|
|
|
|
|
by drostie
5224 days ago
|
|
Maybe, but there would have to also be passes through the data afterward to link identities. Hashing is dangerous since browsers are living, dynamic beasts. When someone updates their browser, their useragent changes, and you'll want to keep their new identity as an extension of their old one. Not to mention that people use multiple browsers. So there's going to be a vital step of "linking the new identity to old ones" which can happen on a different thread more dedicated -- but you'll need to keep data. You'll probably truncate ultralarge fields and then GZIP them or so, rather than just hashing them. One interesting thought: how much space would you need to pull this off?
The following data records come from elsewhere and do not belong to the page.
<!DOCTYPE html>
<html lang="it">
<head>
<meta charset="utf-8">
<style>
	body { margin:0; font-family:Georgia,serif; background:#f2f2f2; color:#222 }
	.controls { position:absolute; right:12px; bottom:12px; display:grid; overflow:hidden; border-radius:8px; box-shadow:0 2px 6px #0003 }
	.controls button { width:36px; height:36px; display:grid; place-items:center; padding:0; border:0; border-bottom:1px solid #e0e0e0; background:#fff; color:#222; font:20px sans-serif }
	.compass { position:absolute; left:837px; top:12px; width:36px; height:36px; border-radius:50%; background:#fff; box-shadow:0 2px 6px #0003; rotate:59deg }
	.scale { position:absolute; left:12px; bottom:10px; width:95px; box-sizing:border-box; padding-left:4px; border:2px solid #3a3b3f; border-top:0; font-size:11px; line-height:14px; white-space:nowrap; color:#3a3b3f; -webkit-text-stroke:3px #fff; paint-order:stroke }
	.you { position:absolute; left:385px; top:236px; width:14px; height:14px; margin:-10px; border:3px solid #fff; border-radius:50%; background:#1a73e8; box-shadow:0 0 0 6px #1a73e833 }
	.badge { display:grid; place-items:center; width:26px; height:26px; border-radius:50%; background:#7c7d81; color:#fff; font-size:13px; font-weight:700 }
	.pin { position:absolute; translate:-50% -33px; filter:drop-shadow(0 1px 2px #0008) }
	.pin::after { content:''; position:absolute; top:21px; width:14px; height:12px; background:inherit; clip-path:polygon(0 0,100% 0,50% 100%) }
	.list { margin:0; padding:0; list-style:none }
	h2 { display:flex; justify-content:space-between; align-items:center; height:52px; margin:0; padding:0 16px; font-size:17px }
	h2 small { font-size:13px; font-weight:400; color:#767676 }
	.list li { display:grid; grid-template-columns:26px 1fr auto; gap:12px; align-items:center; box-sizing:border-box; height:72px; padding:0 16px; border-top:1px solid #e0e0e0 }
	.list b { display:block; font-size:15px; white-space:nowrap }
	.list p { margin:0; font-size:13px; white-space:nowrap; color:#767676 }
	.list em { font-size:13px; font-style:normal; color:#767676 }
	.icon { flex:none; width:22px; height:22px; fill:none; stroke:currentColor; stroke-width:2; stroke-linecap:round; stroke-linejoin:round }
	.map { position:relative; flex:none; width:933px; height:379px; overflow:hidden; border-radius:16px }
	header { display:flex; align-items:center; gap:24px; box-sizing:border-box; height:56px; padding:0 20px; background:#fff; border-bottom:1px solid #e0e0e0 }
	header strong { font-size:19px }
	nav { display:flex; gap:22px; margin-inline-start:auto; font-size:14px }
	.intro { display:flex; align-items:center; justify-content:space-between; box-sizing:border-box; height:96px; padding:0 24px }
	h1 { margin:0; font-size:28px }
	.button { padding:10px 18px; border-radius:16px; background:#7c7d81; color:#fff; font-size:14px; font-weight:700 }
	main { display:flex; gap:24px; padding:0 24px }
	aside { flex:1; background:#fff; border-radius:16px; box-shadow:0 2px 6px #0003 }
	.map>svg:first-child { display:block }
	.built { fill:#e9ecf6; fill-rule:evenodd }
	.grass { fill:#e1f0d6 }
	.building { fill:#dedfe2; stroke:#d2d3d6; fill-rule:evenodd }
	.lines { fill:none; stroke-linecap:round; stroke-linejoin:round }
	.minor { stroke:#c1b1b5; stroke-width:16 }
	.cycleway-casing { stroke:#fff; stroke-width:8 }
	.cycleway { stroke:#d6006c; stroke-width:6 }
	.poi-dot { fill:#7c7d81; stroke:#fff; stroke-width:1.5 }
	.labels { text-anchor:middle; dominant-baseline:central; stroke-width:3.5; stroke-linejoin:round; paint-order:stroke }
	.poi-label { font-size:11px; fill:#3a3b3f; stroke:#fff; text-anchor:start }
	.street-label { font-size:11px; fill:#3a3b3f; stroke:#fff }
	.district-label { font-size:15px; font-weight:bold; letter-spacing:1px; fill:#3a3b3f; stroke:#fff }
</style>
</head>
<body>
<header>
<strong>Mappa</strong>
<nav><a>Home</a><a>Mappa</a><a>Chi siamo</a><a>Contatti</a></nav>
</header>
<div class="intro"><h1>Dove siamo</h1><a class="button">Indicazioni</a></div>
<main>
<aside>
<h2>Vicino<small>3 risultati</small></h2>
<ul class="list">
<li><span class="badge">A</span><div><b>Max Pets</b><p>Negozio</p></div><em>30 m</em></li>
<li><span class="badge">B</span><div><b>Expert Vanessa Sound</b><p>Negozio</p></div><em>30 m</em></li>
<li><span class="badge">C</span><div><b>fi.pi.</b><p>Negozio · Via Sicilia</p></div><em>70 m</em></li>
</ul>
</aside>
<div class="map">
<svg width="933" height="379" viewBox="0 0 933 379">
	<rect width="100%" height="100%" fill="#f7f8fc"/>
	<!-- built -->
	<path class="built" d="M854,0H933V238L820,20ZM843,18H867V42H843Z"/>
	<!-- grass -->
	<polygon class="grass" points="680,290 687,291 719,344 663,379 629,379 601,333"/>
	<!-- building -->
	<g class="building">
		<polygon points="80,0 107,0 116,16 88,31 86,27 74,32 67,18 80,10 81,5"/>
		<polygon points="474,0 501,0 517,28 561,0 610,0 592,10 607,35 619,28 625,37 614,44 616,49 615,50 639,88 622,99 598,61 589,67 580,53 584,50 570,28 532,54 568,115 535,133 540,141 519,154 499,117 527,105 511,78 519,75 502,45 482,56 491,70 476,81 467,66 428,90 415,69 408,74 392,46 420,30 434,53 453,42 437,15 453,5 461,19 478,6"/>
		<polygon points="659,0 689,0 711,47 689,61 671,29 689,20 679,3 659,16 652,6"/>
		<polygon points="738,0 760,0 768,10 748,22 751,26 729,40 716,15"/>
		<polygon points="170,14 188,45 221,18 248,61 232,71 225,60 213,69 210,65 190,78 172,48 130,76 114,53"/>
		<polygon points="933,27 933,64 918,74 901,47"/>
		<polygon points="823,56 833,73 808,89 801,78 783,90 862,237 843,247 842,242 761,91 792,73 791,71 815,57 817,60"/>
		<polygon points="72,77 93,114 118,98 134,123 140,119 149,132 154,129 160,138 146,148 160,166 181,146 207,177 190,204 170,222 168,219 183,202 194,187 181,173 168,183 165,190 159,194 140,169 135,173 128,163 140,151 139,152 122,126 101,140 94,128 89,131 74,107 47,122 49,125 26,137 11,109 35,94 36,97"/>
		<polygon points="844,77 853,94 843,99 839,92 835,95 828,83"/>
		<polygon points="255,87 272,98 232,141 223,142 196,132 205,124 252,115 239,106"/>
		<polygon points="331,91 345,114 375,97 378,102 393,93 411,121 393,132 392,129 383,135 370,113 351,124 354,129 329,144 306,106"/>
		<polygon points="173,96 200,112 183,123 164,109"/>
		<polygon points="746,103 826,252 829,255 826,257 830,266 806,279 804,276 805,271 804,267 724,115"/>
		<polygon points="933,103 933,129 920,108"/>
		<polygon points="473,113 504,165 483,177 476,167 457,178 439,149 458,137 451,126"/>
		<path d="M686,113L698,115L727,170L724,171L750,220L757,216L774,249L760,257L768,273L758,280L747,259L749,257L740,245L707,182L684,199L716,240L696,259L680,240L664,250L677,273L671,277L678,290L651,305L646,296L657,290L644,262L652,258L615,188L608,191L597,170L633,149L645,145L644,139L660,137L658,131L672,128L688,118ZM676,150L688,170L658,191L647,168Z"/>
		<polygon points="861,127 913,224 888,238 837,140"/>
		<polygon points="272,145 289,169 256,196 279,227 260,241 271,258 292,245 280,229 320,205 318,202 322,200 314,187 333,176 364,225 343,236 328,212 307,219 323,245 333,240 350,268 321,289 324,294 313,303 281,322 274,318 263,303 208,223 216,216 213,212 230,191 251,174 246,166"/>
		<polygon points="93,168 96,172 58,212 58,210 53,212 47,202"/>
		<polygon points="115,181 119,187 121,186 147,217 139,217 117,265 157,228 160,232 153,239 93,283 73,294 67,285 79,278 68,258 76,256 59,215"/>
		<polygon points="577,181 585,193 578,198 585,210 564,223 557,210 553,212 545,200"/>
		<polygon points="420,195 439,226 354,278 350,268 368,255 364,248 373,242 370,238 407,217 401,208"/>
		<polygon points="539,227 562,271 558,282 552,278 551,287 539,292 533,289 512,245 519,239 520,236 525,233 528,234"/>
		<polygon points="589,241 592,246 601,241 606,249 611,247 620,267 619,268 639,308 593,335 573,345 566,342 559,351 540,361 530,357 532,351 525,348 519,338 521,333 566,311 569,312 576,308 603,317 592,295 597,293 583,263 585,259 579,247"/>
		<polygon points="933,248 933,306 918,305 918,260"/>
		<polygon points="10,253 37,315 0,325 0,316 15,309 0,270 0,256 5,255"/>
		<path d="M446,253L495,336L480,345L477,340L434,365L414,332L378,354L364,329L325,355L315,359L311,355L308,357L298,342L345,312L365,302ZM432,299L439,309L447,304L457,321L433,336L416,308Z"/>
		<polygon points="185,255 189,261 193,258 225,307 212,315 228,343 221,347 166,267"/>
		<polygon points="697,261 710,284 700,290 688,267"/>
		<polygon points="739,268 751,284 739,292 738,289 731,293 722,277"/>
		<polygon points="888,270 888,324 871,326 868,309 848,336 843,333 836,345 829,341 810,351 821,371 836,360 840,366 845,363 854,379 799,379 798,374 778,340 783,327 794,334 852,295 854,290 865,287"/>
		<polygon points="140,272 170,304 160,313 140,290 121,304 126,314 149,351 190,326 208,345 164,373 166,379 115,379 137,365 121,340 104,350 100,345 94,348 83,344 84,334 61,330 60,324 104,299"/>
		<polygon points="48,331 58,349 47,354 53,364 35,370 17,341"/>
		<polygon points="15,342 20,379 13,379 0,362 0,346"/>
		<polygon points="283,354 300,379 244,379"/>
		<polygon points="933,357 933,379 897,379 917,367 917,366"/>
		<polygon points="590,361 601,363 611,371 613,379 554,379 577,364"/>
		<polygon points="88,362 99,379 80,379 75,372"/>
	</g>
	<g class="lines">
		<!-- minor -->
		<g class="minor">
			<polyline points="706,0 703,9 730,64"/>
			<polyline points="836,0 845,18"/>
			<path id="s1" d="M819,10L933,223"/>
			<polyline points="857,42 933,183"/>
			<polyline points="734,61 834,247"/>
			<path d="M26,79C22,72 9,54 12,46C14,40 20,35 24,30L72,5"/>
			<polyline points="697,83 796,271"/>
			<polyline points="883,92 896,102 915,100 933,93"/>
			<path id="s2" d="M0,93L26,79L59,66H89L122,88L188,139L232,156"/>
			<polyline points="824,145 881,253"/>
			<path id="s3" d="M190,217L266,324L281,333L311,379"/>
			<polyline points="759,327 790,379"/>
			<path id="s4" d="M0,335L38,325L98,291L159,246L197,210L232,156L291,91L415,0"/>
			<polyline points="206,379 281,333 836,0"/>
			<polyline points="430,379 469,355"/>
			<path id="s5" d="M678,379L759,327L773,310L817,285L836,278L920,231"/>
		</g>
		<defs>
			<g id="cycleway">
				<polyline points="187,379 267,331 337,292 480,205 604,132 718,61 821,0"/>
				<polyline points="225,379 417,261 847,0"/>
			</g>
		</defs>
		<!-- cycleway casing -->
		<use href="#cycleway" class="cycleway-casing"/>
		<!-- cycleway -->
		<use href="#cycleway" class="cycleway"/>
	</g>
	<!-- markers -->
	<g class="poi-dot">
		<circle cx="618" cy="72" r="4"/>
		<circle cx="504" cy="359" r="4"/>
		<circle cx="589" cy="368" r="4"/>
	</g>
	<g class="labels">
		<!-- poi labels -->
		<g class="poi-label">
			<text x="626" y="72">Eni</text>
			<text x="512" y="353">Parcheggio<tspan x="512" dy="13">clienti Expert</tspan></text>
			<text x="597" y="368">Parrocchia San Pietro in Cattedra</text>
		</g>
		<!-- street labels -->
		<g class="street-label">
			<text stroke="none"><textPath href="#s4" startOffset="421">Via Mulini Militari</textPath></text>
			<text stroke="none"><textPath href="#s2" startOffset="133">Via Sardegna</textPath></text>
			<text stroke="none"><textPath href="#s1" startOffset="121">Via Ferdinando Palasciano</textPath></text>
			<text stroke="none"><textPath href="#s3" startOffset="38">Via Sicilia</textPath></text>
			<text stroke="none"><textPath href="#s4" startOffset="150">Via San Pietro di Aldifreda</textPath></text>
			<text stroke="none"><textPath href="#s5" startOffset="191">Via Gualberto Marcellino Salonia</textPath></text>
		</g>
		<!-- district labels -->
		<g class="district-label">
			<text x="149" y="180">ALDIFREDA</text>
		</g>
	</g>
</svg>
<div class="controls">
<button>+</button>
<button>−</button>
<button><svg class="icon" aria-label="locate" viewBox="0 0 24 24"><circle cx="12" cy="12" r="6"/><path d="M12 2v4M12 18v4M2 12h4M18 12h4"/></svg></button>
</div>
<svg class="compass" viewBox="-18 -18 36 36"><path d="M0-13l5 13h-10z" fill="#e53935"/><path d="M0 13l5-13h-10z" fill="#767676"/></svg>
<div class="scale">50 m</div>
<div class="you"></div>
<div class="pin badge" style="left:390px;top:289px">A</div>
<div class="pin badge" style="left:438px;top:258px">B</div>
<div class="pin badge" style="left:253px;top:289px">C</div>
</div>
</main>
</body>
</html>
Chromium generates 12 KB of data which can gzip to 3KB, Firefox generates 5 KB of data which can gzip to a little over 1KB. Truncate-then-gzip could be used to keep perhaps 0 - 4 KB per person. Assume that your average user uses ~2KB. That's still rather a lot, when compared with what you can do with counters -- 8 bytes or so to store. If you wanted to keep your database under 2 TB, you could only handle a million people, not hundreds of millions. So it would really be a big distributed project to link identities as they evolve over time. I imagine that's one huge factor in using tracking cookies; it's lazy for scaling. |
|
An interesting project might be to create a database having a table with the useragent hash as the primary key, and associate each identity in the user table to a number of these useragent hashes.